Une année de mise à l’honneur des sonorités ancestrales et et actuelles de nombreux pays d’Afrique, mais aussi une édition dédiée aux femmes, au matrimoine africain, représenté avec ardeur par l’afropop féministe sénégalaise de Def Mama Def ou par l’émouvante et énergique prestations du combo de mamans tchadienne Les Aunties qui ont scandé l’émancipation de la femme africaine sur une musique tradi-futuriste unique.

Des mères qui étaient présentes aussi dans la foule avec leurs enfants, le festival affiche encore avec fierté un public multiculturel, trans-générationnel, à l’image de la programmation réussie de cette année 2024. Le Parterre du Quartier des spectacles et l’esplanade Tranquille étaient remplis de gens curieux et chaleureux. Le village des Nuits d’Afrique pullulait de musiciens, spectateurs, professionnels tous réunis autour de cette diversité culturelle.
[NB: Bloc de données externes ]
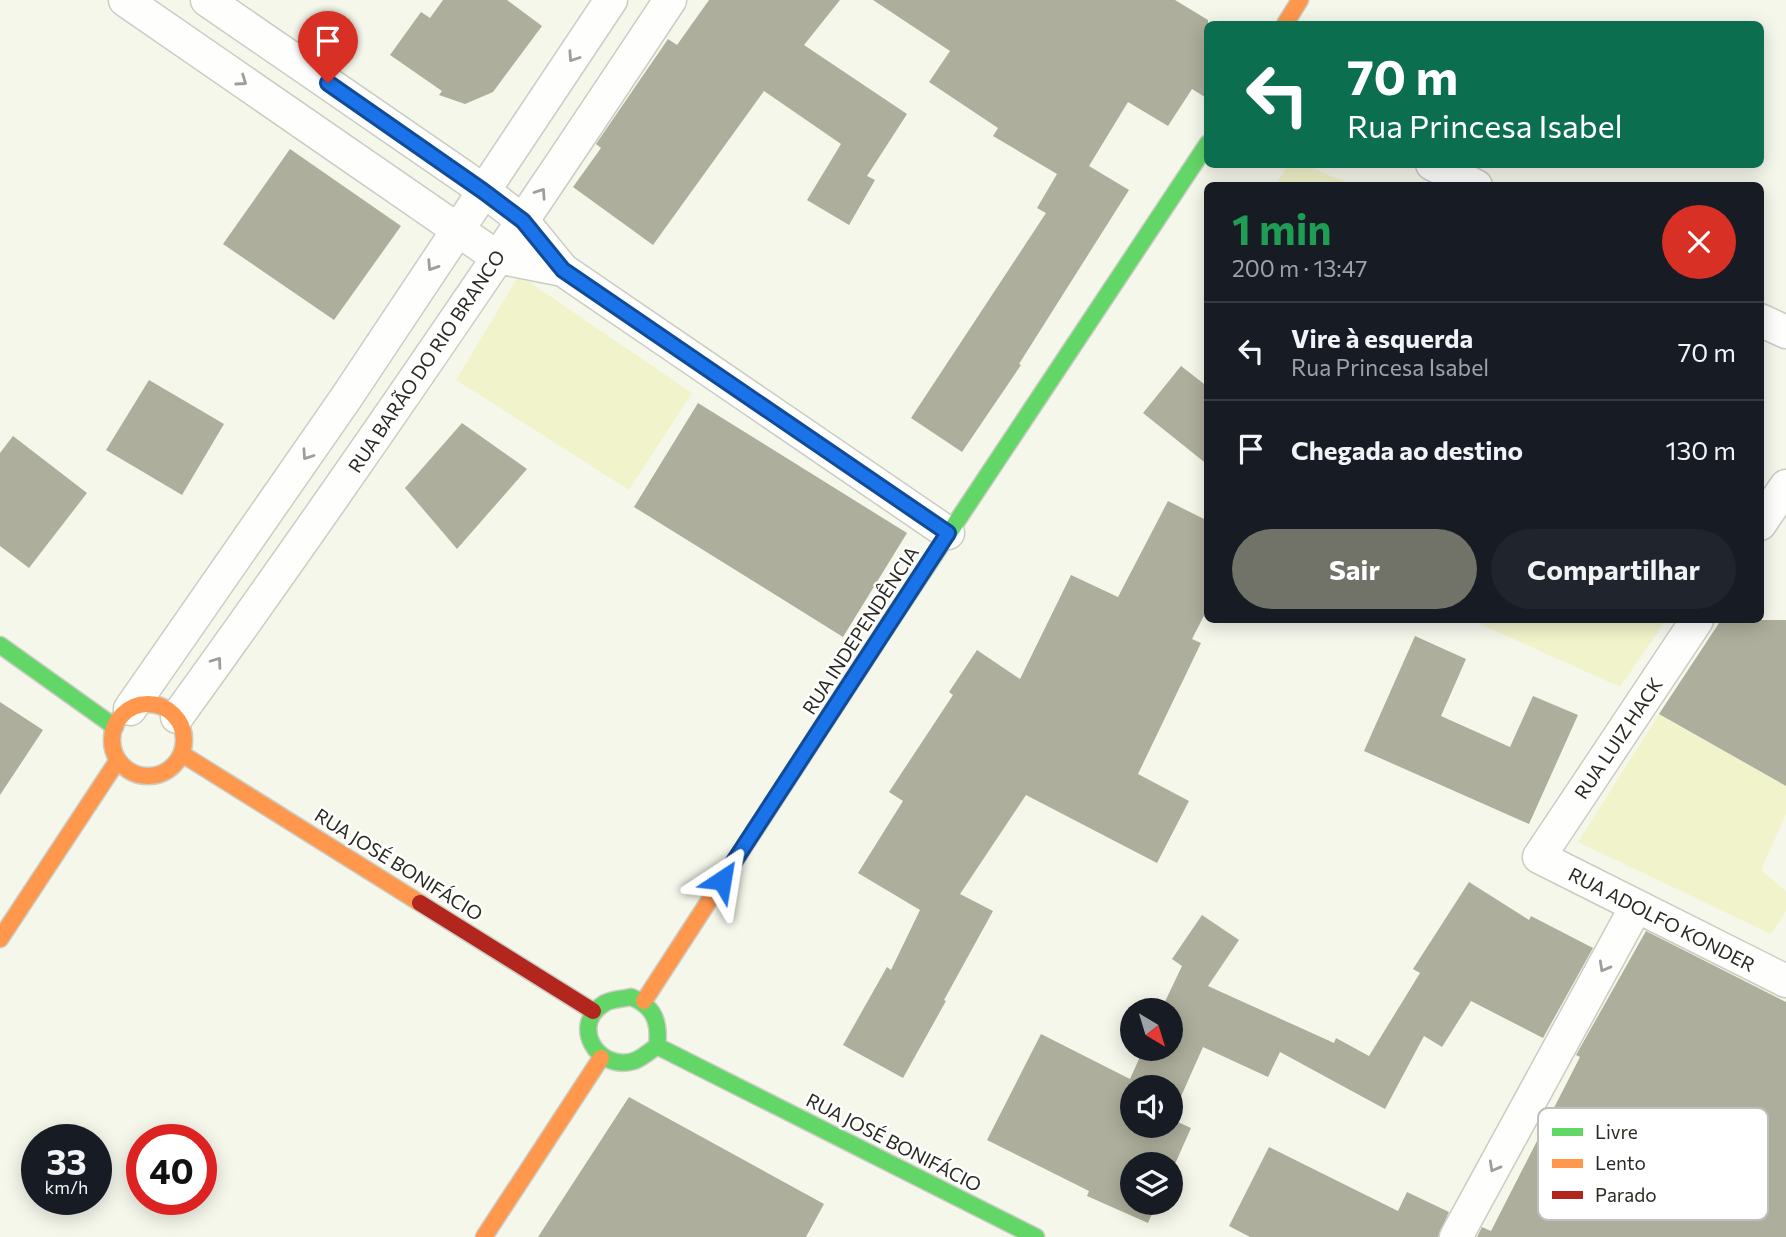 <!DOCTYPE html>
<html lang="pt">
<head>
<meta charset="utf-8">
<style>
	:root { --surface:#171b24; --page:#20242c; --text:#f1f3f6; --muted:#9ea1a6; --line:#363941; --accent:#717268 }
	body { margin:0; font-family:Commissioner,sans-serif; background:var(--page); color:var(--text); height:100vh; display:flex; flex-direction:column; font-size:26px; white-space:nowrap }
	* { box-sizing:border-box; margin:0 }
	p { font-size:23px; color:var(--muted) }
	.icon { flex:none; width:38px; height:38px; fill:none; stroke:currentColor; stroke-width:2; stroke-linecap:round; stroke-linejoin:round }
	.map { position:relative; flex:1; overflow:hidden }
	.drawer { position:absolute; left:1204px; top:182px; width:560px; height:441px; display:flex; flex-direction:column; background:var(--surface); border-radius:10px; box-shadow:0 4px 18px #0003 }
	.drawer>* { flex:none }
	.guide { position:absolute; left:1204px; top:21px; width:560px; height:147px; border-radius:10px; box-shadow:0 4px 18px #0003; background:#0b6e4f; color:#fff; overflow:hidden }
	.needle { width:46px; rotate:142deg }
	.controls { position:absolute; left:1120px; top:998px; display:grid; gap:14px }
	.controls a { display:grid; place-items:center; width:63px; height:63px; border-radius:50%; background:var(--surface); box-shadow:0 4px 18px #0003; font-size:35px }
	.speed { position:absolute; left:21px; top:1124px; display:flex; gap:14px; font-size:35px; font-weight:700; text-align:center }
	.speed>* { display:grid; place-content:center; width:91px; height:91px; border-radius:50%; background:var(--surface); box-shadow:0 4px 18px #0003; line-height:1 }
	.speed small { font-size:18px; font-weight:400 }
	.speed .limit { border:10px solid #d22; background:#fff; color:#111 }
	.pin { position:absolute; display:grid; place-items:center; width:60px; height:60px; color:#fff; margin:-72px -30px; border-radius:50% 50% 50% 0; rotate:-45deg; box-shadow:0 0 7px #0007 }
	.pin .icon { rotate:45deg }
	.me { position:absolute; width:77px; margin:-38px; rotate:33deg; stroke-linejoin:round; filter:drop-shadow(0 0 5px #0008) }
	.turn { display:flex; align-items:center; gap:24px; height:147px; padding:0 28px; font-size:32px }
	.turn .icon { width:91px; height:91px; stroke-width:2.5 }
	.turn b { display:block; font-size:49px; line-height:60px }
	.round { display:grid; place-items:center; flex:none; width:74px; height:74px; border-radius:37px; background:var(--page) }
	.summary { display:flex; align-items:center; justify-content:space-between; height:119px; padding:0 28px }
	h1 { font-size:42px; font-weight:700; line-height:52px; color:#1e9e55 }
	.cta { display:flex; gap:14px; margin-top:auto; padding:14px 28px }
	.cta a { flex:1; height:80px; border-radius:42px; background:var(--accent); color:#fff; font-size:28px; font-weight:700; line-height:80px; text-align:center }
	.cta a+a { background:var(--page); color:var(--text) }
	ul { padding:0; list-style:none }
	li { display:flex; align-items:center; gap:21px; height:98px; padding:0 28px; border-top:2px solid var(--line) }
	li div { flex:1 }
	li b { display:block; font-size:26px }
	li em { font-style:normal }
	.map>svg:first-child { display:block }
</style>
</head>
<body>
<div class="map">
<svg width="1786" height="1237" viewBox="0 0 1786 1237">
	<rect width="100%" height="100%" fill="#f6f7eb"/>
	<path fill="#f1f3cb" d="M 1289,164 L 1306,165 L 1352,185 L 1275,185 Z
		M 519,275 L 692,393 L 629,490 L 456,380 Z
		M 1471,620 L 1666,620 L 1620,687 Z
		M 1661,711 L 1670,721 L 1786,786 L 1786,814 L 1761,870 L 1786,891 L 1786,911 L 1771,934 L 1578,842 Z"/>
	<path fill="#adae9b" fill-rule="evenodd" d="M 443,0 L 507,0 L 542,26 L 493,92 L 465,104 L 439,95 L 442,91 L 390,55 L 421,12 L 430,18 Z
		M 709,0 L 840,0 L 804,45 L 907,114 L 867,176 L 875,180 L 849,225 L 807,200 L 841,144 L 764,91 L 653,245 L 573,187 L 601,148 L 596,144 L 668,39 L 677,45 Z
		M 873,0 L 1175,0 L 1208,20 L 1208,99 L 1192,89 L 1168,126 L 1128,102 L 1089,166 L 1129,190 L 1019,364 L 1021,365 L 962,452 L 911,418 L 1046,213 L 1037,208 L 1057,174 L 993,136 L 998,128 L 929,82 L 950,51 Z
		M 290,149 L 401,226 L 334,320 L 223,244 Z
		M 1181,366 L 1208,387 L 1208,465 L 1143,413 Z
		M 149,380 L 224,424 L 182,495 L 106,450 Z
		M 698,403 L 907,533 L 843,637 L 634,507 Z
		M 462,423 L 527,469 L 457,549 L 405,488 Z
		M 13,436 L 87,493 L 29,568 L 0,546 L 0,453 Z
		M 1168,501 L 1208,521 L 1208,608 L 1192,639 L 1201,643 L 1138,774 L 1189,801 L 1157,863 L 1026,795 L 960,894 L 993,911 L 944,1000 L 946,1001 L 903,1078 L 843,1045 L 887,967 L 891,970 L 920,910 L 858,873 L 903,801 L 889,792 L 953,695 L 949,692 L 977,650 L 1020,679 L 1071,575 L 1118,597 Z
		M 1721,620 L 1786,620 L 1786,786 L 1659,714 Z
		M 1415,636 L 1466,659 L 1441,716 L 1510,747 L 1533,696 L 1578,715 L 1529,824 L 1364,751 Z
		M 0,702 L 43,730 L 0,795 Z
		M 1469,882 L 1529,920 L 1531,916 L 1593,948 L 1543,1038 L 1471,1001 L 1442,1047 L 1424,1036 L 1385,1109 L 1280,1052 L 1268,1077 L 1203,1047 L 1171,1119 L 1191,1128 L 1171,1173 L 1171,1164 L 1132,1164 L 1132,1202 L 1157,1202 L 1148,1223 L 1087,1196 L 1089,1191 L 987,1140 L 1041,1034 L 1130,1079 L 1144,1048 L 1171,1048 L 1171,1010 L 1161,1010 L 1182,966 L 1172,959 L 1202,915 L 1239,940 L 1208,986 L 1334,1043 L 1336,1038 L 1369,1056 L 1420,973 L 1413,969 ZM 1132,1087 L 1171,1087 L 1171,1125 L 1132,1125 Z
		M 1646,931 L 1786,1002 L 1786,1237 L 1477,1237 L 1482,1227 L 1491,1231 L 1580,1057 L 1576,1055 Z
		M 629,1097 L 824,1204 L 806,1237 L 538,1237 Z
		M 1269,1147 L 1398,1211 L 1407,1192 L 1449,1212 L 1438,1237 L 1250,1237 L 1229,1226 Z"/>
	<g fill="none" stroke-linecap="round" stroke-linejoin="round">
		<g stroke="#cbccc3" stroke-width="35">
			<path id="street" d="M 125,0 L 497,257 L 563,270
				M 207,0 L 483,190 L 523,221 L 563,270 L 948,533
				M 1432,164 L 1476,186
				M 1760,320 L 1786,332
				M 1760,524 L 1786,486
				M 1697,620 L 1539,857 L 1786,981
				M 130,709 L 346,398 L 611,0
				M 177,717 C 347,482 510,242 670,0
				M 1456,1237 L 1636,907"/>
		</g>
		<g stroke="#cbccc3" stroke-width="19">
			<path id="fast" d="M 890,622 L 1208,143
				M 0,645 L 115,727
				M 631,997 C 654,1006 660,1022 657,1046 C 650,1051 642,1058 634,1061 C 597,1072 569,1024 605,1003 C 612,999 623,999 631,997 Z
				M 657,1046 L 1036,1237"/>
		</g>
		<g stroke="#cbccc3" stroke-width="19">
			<path id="slow" d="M 1285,24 L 1300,0
				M112 740a36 36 0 1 1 72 0a36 36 0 1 1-72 0Z
				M 182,754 L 420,903
				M 0,939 L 118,760
				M 644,1001 L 890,622
				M 484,1237 L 601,1058"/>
		</g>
		<g stroke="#cbccc3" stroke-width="19">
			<path id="jam" d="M 420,903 L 593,1011"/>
		</g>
		<use href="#street" stroke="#fefefc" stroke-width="32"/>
		<use href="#fast" stroke="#63d668" stroke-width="16"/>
		<use href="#slow" stroke="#ff974d" stroke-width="16"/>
		<use href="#jam" stroke="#b3261e" stroke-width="16"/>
	</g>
	<defs><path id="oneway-chevron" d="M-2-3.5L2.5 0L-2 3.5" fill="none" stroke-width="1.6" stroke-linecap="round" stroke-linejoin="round" transform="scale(1.75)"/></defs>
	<g stroke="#9e9f9a">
		<use href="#oneway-chevron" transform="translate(573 57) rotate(124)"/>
		<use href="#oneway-chevron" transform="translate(242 81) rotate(35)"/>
		<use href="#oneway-chevron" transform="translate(541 193) rotate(-56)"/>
		<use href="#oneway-chevron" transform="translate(432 266) rotate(123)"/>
		<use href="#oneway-chevron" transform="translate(307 455) rotate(124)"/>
		<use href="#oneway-chevron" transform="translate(217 662) rotate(-54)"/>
		<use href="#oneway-chevron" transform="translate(1604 967) rotate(119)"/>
		<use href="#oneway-chevron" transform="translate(1494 1167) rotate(119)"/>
	</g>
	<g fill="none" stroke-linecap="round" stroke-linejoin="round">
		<g stroke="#114b97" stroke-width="18">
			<path id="route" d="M 328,83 L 483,191 L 523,221 L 563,270 L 948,533 L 722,880"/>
		</g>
		<use href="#route" stroke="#1a73e8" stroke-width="12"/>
	</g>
	<g text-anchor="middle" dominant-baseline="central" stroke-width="5" stroke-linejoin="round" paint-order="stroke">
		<g font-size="19" fill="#292a22" stroke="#fff">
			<text transform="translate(426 361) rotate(-56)">RUA BARÃO DO RIO BRANCO</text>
			<text transform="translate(860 630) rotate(-57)">RUA INDEPENDÊNCIA</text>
			<text transform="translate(1618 738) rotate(-56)">RUA LUIZ HACK</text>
			<text transform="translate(399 864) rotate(32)">RUA JOSÉ BONIFÁCIO</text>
			<text transform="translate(1662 919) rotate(27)">RUA ADOLFO KONDER</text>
			<text transform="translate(894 1142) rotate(27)">RUA JOSÉ BONIFÁCIO</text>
		</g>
	</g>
	<rect x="1538" y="1108" width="230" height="112" rx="10" fill="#fff" stroke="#bfbfbd" stroke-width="2"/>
	<rect x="1552" y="1128" width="31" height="8" fill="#63d668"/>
	<rect x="1552" y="1159" width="31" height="9" fill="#ff974d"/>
	<rect x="1552" y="1191" width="31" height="8" fill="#b3261e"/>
	<g font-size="19" fill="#292a22">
		<text x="1595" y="1139">Livre</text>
		<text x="1595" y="1170">Lento</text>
		<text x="1595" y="1202">Parado</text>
	</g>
</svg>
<div class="controls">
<a><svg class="needle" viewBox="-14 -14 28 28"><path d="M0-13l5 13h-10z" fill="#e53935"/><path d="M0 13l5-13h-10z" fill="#9ea1a6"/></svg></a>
<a><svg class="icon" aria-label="sound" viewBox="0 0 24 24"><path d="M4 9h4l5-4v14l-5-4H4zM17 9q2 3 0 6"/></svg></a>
<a><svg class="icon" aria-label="layers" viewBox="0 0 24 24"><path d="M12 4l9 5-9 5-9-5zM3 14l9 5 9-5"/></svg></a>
</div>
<div class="speed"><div>33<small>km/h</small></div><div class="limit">40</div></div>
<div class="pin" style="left:328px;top:83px;background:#d93025"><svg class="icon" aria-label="arrive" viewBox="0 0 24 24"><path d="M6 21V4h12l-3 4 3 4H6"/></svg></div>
<svg class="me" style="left:722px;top:880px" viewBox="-20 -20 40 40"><path d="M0-17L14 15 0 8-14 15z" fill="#1a73e8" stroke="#fff" stroke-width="4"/></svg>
<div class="guide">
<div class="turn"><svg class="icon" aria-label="left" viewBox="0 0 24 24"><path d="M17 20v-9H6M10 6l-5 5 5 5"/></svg><div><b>70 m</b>Rua Princesa Isabel</div></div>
</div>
<section class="drawer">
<div class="summary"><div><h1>1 min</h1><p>200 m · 13:47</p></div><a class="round" style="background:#d93025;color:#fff"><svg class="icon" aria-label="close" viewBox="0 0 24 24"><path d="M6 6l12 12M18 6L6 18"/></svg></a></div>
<ul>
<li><svg class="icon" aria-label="left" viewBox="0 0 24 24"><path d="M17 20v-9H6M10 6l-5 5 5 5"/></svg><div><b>Vire à esquerda</b><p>Rua Princesa Isabel</p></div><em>70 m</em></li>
<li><svg class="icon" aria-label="arrive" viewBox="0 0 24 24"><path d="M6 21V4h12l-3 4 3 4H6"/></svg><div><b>Chegada ao destino</b></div><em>130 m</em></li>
</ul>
<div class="cta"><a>Sair</a><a>Compartilhar</a></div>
</section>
</div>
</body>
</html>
Tout comme le Marché Tombouctou, véritable voyage en Afrique de l’Ouest avec plus d’une quarantaine de stands.

Afrobeat, rumba, traditions mandingue, kompa, soukouss, afro-house, amapiano, cette édition fut un succès par sa variété de genres musicaux. Une journée qui s’articule sur presque 10 scènes différentes, qui peut débuter avec un concert traditionnel sur la scène Loto Québec pour ensuite voir une tête d’affiche actuel au Club Balattou ou sur la scène TD Canada, et enfin terminer la nuit avec le Club Sagacité au Théâtre Fairmount sur des musiques clubs et électroniques, en pleine vogue sur le continent Africain.

Nuits d’Afrique se distingue par sa programmation qui combine héritages et futur de la sono-mondiale et lui offre de nouvelles dimensions.

Rendez-vous pour la 39ème édition qui aura lieu du 8 au 20 juillet 2025.

PROCHAINES DATES À RETENIR :
Les Productions Nuits d’Afrique, c’est aussi des concerts à l’année. À ne pas manquer, deux artistes internationaux au Club Balattou : du Sénégal, Yoro Ndiaye le jeudi 25 juillet et du Brésil, Bia Ferreira, le mardi 30 juillet.